Assigned task
Each entry needs to be duplicated exactly.

(Stored data entries)

►

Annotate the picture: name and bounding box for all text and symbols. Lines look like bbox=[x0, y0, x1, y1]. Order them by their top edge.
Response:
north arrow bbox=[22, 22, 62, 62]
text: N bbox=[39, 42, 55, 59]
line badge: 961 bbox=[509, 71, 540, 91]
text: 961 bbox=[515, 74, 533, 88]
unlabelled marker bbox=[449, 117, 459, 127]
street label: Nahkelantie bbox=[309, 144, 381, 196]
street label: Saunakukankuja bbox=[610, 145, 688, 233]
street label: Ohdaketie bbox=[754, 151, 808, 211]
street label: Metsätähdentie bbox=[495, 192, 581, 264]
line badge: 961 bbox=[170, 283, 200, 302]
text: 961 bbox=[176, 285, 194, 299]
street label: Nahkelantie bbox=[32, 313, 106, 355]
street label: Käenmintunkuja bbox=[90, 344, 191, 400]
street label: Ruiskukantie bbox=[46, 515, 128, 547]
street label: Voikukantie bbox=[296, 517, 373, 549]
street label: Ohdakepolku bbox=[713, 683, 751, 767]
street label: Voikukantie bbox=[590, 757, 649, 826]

◄

Task result
Annotate the picture: name and bounding box for all text and symbols. Lines look like bbox=[x0, y0, x1, y1]. Order them by their top edge.
Response:
north arrow bbox=[22, 22, 62, 62]
text: N bbox=[39, 42, 55, 59]
line badge: 961 bbox=[509, 71, 540, 91]
text: 961 bbox=[515, 74, 533, 88]
unlabelled marker bbox=[449, 117, 459, 127]
street label: Nahkelantie bbox=[309, 144, 381, 196]
street label: Saunakukankuja bbox=[610, 145, 688, 233]
street label: Ohdaketie bbox=[754, 151, 808, 211]
street label: Metsätähdentie bbox=[495, 192, 581, 264]
line badge: 961 bbox=[170, 283, 200, 302]
text: 961 bbox=[176, 285, 194, 299]
street label: Nahkelantie bbox=[32, 313, 106, 355]
street label: Käenmintunkuja bbox=[90, 344, 191, 400]
street label: Ruiskukantie bbox=[46, 515, 128, 547]
street label: Voikukantie bbox=[296, 517, 373, 549]
street label: Ohdakepolku bbox=[713, 683, 751, 767]
street label: Voikukantie bbox=[590, 757, 649, 826]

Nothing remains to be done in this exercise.